The brutal truth is that job creation has not kept pace with an ever-expanding population, which means burgeoning labor force. The World Bank estimates that 1.1 million new workers join the labor force every year, yet the economy creates much fewer new jobs.

So, why is the unemployment rate falling? Is it really because the economy has created more jobs than those joining the work force? Or is it simply because many more workers have stopped looking for a job.

Or in technical terms, is the labor force participation rate (LFPR) is shrinking? Perhaps the number of “discouraged” workers, those who have given up in looking for a job out of frustration, is rising. The army of frustrated, alienated, and angry idle workers is increasing.

On the other hand, administration officials have a feel good explanation for this phenomenon of falling participation in the labor force, and that is that more young workers have decided not to look for a job because they want to remain in school or undergo training. Seriously?

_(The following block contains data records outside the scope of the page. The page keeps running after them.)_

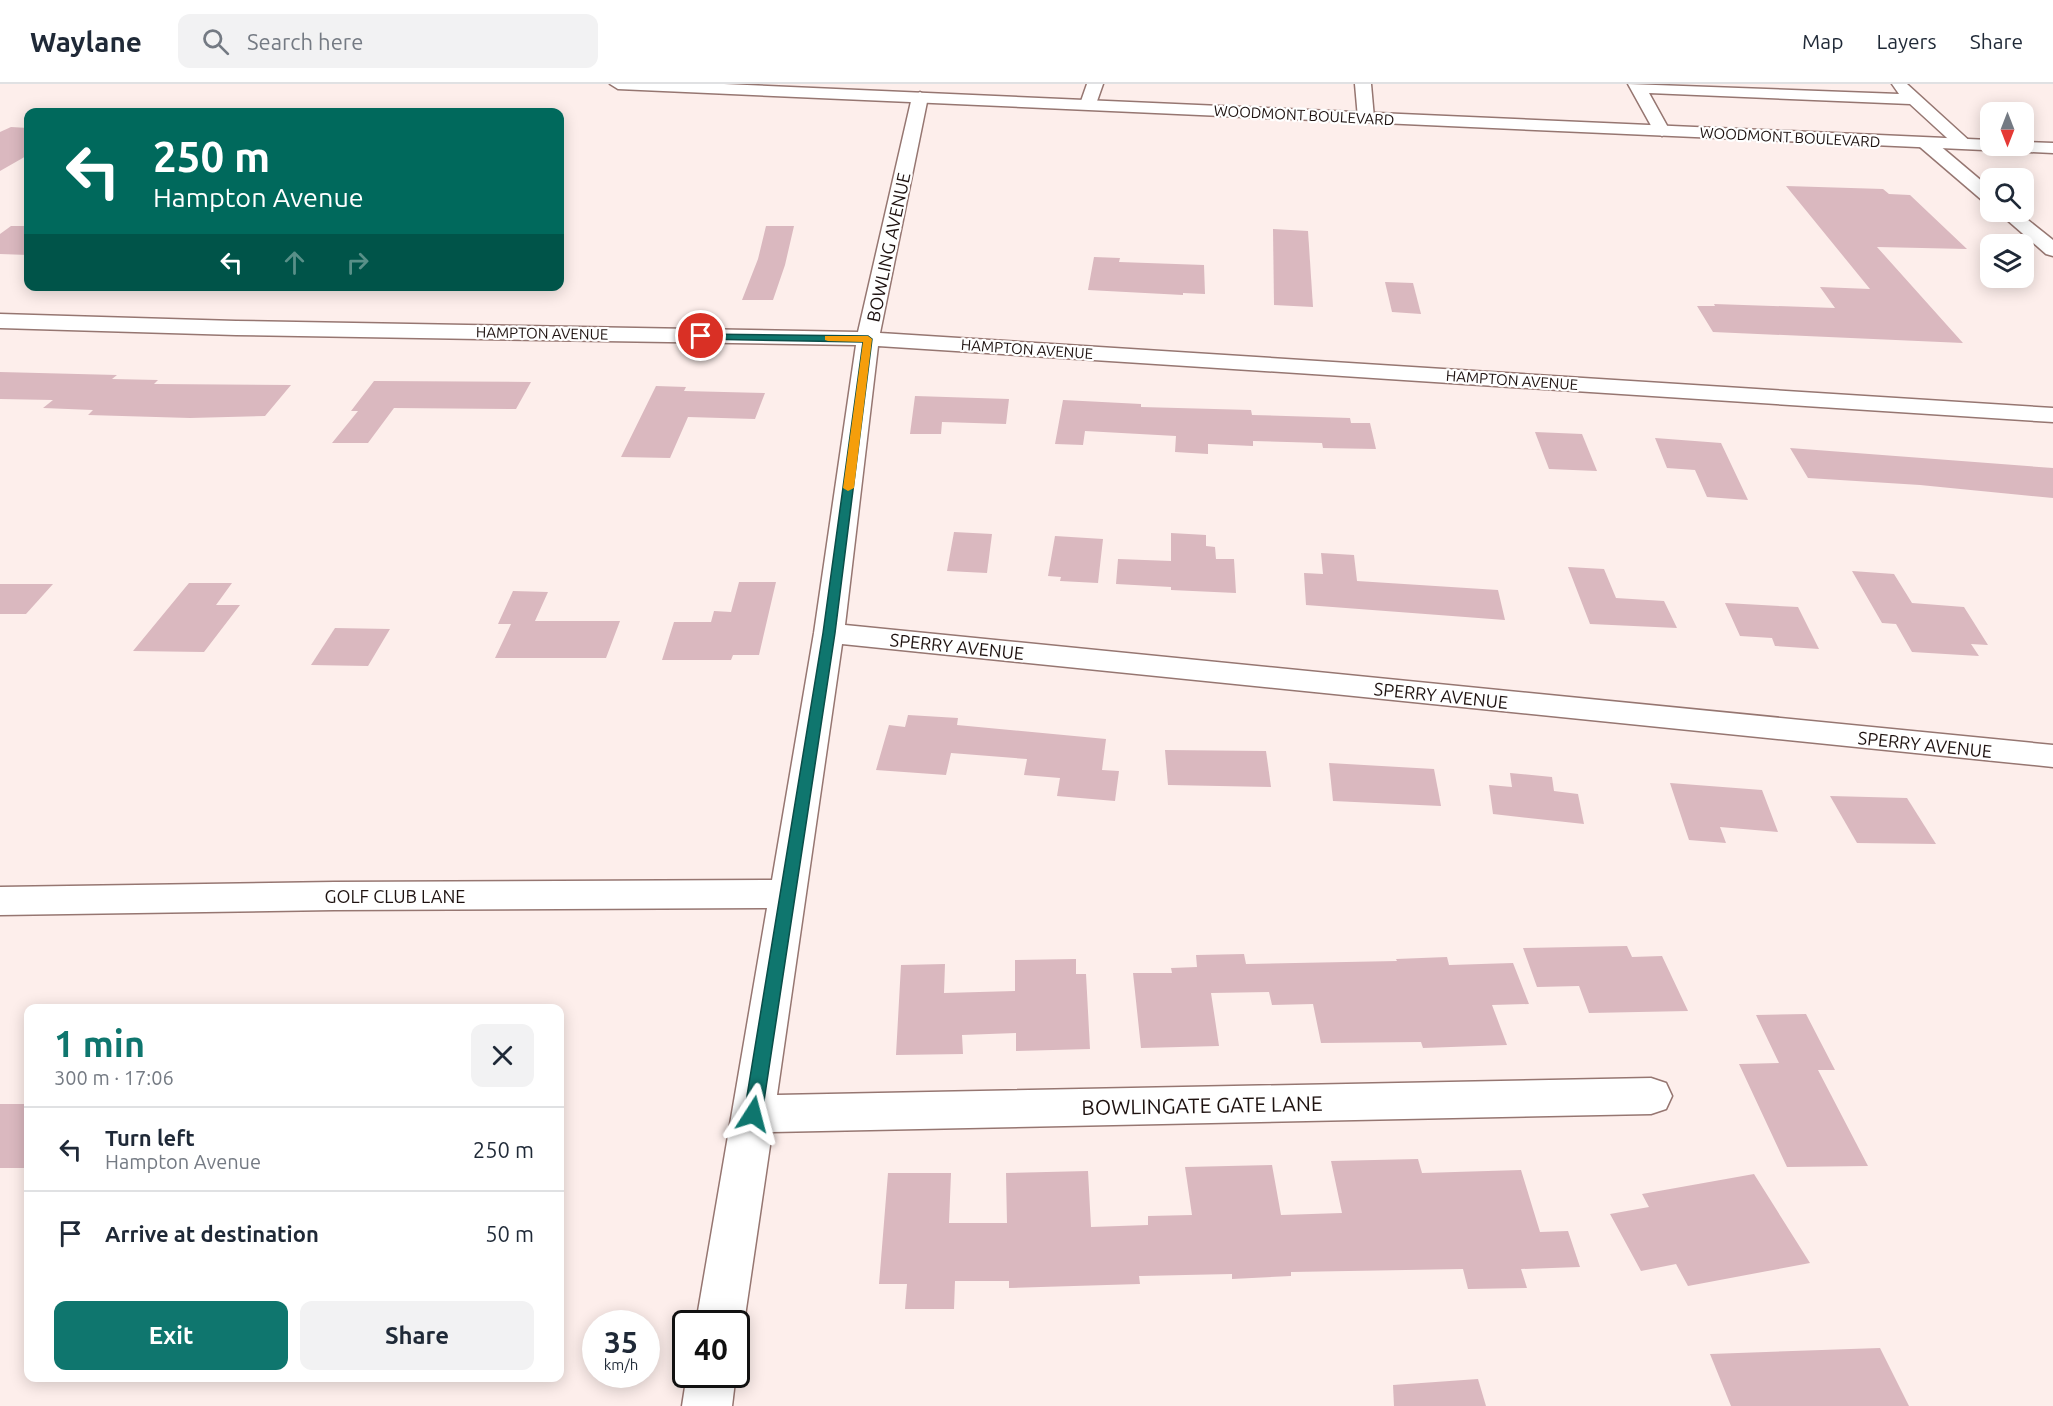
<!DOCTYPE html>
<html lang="en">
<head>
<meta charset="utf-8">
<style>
  body { margin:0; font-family:Ubuntu,sans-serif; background:#f2f2f3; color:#1f2937; height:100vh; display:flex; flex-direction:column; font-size:22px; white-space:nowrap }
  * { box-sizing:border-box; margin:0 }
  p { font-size:20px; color:#747a83 }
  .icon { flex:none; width:33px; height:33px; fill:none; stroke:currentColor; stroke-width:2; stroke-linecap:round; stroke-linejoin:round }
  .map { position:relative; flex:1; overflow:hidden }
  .drawer { position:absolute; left:24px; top:920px; width:540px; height:378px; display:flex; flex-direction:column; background:#fff; border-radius:12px; box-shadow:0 3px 15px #0003 }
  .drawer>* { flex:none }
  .hud { position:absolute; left:24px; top:24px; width:540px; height:183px; border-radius:12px; box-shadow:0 3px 15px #0003; background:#00695c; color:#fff; overflow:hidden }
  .needle { width:39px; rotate:180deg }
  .tools { position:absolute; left:1980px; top:18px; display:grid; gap:12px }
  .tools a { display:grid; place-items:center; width:54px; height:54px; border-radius:12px; background:#fff; box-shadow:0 3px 15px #0003; font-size:30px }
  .speed { position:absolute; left:582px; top:1226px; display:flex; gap:12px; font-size:30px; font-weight:700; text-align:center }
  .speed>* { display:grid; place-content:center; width:78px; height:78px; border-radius:50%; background:#fff; box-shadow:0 3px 15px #0003; line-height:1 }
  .speed small { font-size:15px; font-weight:400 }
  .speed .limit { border:3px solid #111; border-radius:9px; background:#fff; color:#111 }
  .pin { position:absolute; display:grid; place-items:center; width:51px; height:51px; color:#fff; margin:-26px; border:3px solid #fff; border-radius:50%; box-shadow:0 2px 6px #0007 }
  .me { position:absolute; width:66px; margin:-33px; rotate:9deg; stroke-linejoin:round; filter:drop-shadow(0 0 4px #0008) }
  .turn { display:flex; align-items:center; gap:21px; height:126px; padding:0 30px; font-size:27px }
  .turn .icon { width:78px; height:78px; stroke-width:2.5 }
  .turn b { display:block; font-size:42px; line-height:51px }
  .lanes { display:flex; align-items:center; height:57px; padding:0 30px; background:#0003; justify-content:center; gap:30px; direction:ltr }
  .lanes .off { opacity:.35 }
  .round { display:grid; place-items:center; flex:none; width:63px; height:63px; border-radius:12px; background:#f2f2f3 }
  .headline { display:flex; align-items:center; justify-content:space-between; height:102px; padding:0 30px }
  h1 { font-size:36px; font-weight:700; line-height:45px; color:#0f766e }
  .cta { display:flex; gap:12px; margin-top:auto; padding:12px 30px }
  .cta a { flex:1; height:69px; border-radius:12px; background:#0f766e; color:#fff; font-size:24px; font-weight:700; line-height:69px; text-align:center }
  .cta a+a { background:#f2f2f3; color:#1f2937 }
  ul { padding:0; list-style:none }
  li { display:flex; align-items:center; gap:18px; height:84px; padding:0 30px; border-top:2px solid #e0e1e3 }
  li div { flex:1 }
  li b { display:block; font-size:22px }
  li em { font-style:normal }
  header { display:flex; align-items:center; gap:36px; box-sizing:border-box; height:84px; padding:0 30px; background:#fff; border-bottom:2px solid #e0e1e3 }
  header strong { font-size:28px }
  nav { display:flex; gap:33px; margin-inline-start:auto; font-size:21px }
  .search { width:420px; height:54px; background:#f2f2f3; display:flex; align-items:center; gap:15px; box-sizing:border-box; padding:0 21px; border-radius:12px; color:#747a83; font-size:22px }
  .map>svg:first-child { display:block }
  .building { fill:#dab8bf }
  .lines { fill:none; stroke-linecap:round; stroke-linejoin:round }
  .minor-casing { stroke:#967671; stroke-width:3 }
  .major-casing { stroke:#967671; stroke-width:3 }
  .minor { fill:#fff; fill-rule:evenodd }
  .major { fill:#fff; fill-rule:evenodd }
  .route { fill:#0f766e; stroke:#0a4d48; stroke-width:1.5 }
  .slow { fill:#f59e0b }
  .labels { text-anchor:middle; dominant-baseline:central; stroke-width:4.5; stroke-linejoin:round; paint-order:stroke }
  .far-street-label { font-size:15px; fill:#1e1210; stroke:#fff }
  .street-label { font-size:18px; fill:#1e1210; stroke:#fff }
  .near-street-label { font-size:21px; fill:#1e1210; stroke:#fff }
</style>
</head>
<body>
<header>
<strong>Waylane</strong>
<div class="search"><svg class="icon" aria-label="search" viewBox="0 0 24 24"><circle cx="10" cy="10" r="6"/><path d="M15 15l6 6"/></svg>Search here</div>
<nav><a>Map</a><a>Layers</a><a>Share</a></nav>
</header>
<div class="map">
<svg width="2053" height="1322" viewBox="0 0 2053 1322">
  <rect width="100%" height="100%" fill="#fdeeeb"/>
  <g class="building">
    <polygon points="11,43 28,44 28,71 0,87 0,48"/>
    <polygon points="1786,102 1883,105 1889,110 1910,111 1967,165 1877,163 1963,259 1713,248 1697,222 1715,222 1714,220 1835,224 1820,203 1870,205"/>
    <polygon points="11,142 28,142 28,171 0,170 0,150"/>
    <polygon points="766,142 794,142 785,181 773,216 742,216 758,175"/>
    <polygon points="1273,145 1308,147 1313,223 1274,221"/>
    <polygon points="1094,173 1120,174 1119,178 1204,181 1205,210 1183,209 1183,211 1088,206"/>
    <polygon points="1385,198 1413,199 1421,230 1392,228"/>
    <polygon points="0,288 117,291 112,295 158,296 154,300 291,301 265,332 190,334 88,331 93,326 43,324 53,316 0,315"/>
    <polygon points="374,297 531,298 516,325 394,324 368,359 332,359 358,327 351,327"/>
    <polygon points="656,302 686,303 684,307 765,309 755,335 688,333 670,374 621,373"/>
    <polygon points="915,312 1009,315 1006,340 942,338 941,350 910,350"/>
    <polygon points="1063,316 1141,320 1141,323 1251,326 1252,331 1350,334 1351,339 1370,339 1376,365 1323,364 1322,359 1253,357 1253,362 1208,360 1208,370 1175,368 1176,352 1085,347 1083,361 1055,360"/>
    <polygon points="1535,348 1582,350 1597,387 1549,385"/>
    <polygon points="1655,354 1721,359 1748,416 1707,413 1695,386 1667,384"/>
    <polygon points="1790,364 2053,384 2053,414 1920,401 1808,394"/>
    <polygon points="954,448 992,450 987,489 947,487"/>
    <polygon points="1171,449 1206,451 1206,462 1215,463 1216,475 1234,475 1236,509 1171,506 1171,503 1116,500 1118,475 1171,477"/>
    <polygon points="1055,452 1103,455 1098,499 1060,497 1061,493 1048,492"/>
    <polygon points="1321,469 1354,471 1357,497 1498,506 1505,536 1306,521 1304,489 1323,490"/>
    <polygon points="1568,483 1604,485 1616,514 1664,517 1677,544 1590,540"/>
    <polygon points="1852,487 1894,490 1912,519 1964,523 1988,561 1971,560 1979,572 1912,568 1896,540 1882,539"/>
    <polygon points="739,498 776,498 759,571 733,571 731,576 662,576 674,538 711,538 714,527 731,528"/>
    <polygon points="189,499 232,499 216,521 240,521 204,568 133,567"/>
    <polygon points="0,500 53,500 26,530 0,530"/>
    <polygon points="513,507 548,508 535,537 620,537 606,574 495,574 511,540 498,540"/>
    <polygon points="1725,519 1798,523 1819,565 1775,562 1772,554 1740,552"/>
    <polygon points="335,544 390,545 368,582 311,581"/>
    <polygon points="908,631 958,634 957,641 1106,655 1102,686 1119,687 1115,717 1057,712 1060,694 1024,691 1027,675 951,669 946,691 876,686 889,641 905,643"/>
    <polygon points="1165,666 1266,667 1271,703 1168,701"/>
    <polygon points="1329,679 1434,685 1441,722 1333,717"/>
    <polygon points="1510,689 1552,693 1554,707 1578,710 1584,740 1493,730 1489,701 1512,703"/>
    <polygon points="1670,699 1762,706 1778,748 1720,743 1726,759 1689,756"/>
    <polygon points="1830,712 1907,714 1936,760 1857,759"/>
    <polygon points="1627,862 1632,873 1662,872 1688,927 1589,929 1579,902 1537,903 1523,864"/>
    <polygon points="1244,870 1246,880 1397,877 1396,875 1447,873 1449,881 1513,879 1529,920 1492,921 1507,961 1423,964 1421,958 1321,959 1313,920 1272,921 1269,908 1211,909 1219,962 1141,964 1133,889 1172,889 1171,884 1197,883 1196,871"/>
    <polygon points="1076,875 1076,890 1086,890 1090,965 1016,967 1016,949 962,951 963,970 896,971 901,881 945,880 944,909 1015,907 1015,876"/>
    <polygon points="1806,930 1835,986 1818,986 1868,1082 1787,1083 1739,980 1779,979 1756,931"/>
    <rect x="0" y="1020" width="28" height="64"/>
    <polygon points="1418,1075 1422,1089 1521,1086 1540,1148 1568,1147 1580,1183 1521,1185 1527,1204 1468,1205 1463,1185 1291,1188 1291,1192 1232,1195 1232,1190 1139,1192 1140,1200 1009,1204 1009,1197 955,1197 954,1225 905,1225 907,1200 879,1200 888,1089 951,1089 949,1139 1007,1139 1006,1089 1088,1087 1091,1143 1148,1141 1148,1132 1192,1131 1185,1083 1272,1081 1281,1131 1342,1129 1331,1077"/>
    <polygon points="1754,1090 1810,1179 1688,1202 1676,1180 1641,1187 1610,1130 1649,1123 1642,1110"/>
    <polygon points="1880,1264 1909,1322 1731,1322 1710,1270"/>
    <polygon points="1478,1295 1486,1322 1394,1322 1393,1301"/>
  </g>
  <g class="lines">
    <g class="minor-casing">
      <g id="minor">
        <polygon points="1087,0 1103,0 1096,20 1088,25 1080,20"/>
        <polygon points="1355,0 1371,0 1374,34 1372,37 1360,37 1358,34"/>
        <polygon points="1628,0 1899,10 1892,0 1907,0 1973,60 1970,64 1958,64 1910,20 1649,9 1670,47 1662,52 1654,47"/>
        <polygon points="920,8 928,13 880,249 2053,324 2053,338 878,262 845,541 2053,661 2053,683 842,560 777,1011 1651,994 1666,999 1672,1012 1666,1025 1651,1030 772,1048 744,1239 736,1256 736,1239 696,1239 767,824 334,826 0,831 0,803 334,798 772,796 814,549 856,261 236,251 0,244 0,230 236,237 858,248 912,13"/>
        <polygon points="1926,54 1932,55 1990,104 1990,118 1983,117 1920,63 1917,59 1920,55"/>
        <polygon points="1998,128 2018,128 2053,156 2053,172 2046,170"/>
        <polygon points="687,1290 736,1289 732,1322 682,1322"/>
      </g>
    </g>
    <g class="major-casing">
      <polygon id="major" points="610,0 724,0 1990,56 1990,62 2024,62 2024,58 2053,59 2053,69 618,5"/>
    </g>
    <use href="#minor" class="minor"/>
    <use href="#major" class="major"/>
  </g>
  <polygon class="route" points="698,250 868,252 872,255 835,549 762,1030 760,1035 753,1038 747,1035 744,1030 823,549 863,258 701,255 698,254"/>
  <polygon class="slow" points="825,252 868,252 872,255 854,404 848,407 843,404 863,258 828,257 825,256"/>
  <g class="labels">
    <g class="far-street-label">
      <text transform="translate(1304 31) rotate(3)">WOODMONT BOULEVARD</text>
      <text transform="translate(1790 53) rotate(3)">WOODMONT BOULEVARD</text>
      <text transform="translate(542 249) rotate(1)">HAMPTON AVENUE</text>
      <text transform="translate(1027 265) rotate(4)">HAMPTON AVENUE</text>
      <text transform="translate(1512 296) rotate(4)">HAMPTON AVENUE</text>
    </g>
    <g class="street-label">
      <text transform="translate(888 163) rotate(-78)">BOWLING AVENUE</text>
      <text transform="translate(957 562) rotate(6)">SPERRY AVENUE</text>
      <text transform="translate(1441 611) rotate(6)">SPERRY AVENUE</text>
      <text transform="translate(1925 660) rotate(6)">SPERRY AVENUE</text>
      <text x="395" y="812">GOLF CLUB LANE</text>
    </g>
    <g class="near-street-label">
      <text transform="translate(1202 1021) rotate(-1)">BOWLINGATE GATE LANE</text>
    </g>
  </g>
</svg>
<div class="tools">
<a><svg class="needle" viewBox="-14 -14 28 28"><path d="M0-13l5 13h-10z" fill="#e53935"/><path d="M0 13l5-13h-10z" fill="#747a83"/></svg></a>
<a><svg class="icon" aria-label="search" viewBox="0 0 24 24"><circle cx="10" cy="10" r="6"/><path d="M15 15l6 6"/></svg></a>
<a><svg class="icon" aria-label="layers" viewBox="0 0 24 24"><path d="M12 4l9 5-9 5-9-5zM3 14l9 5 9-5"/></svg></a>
</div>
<div class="speed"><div>35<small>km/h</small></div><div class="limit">40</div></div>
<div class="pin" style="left:701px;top:252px;background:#d93025"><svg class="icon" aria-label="arrive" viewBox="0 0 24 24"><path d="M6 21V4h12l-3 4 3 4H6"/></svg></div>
<svg class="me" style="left:753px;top:1030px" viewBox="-20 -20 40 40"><path d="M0-17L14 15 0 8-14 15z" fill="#0f766e" stroke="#fff" stroke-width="4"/></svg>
<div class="hud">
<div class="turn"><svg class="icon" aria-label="left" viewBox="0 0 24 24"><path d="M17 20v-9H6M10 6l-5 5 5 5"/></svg><div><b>250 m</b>Hampton Avenue</div></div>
<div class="lanes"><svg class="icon" aria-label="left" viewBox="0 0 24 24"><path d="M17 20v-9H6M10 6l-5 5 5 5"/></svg><svg class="icon off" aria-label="ahead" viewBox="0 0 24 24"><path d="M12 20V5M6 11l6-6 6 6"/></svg><svg class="icon off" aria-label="right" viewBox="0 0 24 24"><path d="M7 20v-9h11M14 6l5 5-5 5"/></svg></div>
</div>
<section class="drawer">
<div class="headline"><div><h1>1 min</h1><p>300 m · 17:06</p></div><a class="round"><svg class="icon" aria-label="close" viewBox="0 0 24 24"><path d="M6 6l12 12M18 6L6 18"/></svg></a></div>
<ul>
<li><svg class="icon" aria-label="left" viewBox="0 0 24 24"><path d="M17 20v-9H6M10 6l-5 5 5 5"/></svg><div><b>Turn left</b><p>Hampton Avenue</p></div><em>250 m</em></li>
<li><svg class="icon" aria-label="arrive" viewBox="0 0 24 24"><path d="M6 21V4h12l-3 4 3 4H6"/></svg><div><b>Arrive at destination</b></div><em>50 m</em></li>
</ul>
<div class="cta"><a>Exit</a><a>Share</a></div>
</section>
</div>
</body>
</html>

This is the explanation given by Economic Planning Secretary Arsenio M. Balisacan. “The decision among the 15- to 24-year-old population not to look for work during the period could be because they chose to pursue higher education or undergo training, as indicated by the increase in tertiary education enrolment rate, as well as the increase in technical vocational engagements among the youth,” he argued.

But that’s speculative. Based on the labor force survey results, one cannot categorically conclude why workers have chosen not to work. Is it because people are discouraged because looking for a decent job has been frustrating? Or is it because they now have the financial resources to stay longer at school? Or is it because recipients of government assistance (say in the form of conditional cash transfers) don’t find it necessary to look for a job because finding a job might jeopardize their continuing financial aid from the Government?

But all these speculations could be laid to rest simply by asking a follow-up survey question for those who are not actively looking for a job: why choose not to work? I think this is one question that may provide a meaningful guide to policy makers on the appropriate design of employment, transfers, and social insurance policies in the future.

The Philippines’ LFPR is the lowest in the region. And it has gone down from a high of 64.6% (2011) to as low as 62.9% (July 2015). If I were a policy maker, I would find this fact disturbing. I would see it as a problem to solved, not as a virtue. (See Table 2)

The Philippines’ 63.3% LFPR in the fourth quarter of 2015 is the lowest in the region. This compares poorly with 70.3% in Thailand, 67.5% in Malaysia and Vietnam, 67% in Singapore, and 66.9% in Indonesia.

It boggles my mind what the unemployment situation would be if the Philippines’s participation rate were at the level of Thailand (63.3% versus 70.3%). A one-percentage point difference in the LFPR, say 64.3% instead of 63.3%, is an additional 666,320 workers in the work force. Hence, a seven-percentage point increase in LFPR would bloat the labor force by 4.7 million.

Finally, for a labor-surplus economy like the Philippines, where joblessness is one of its most serious challenges, it maybe worthwhile for the government to gather monthly, instead of quarterly, labor force survey data. Knowing more accurately and more frequently the real state of the jobs market could put pressure on public authorities to act more responsibly and decisively.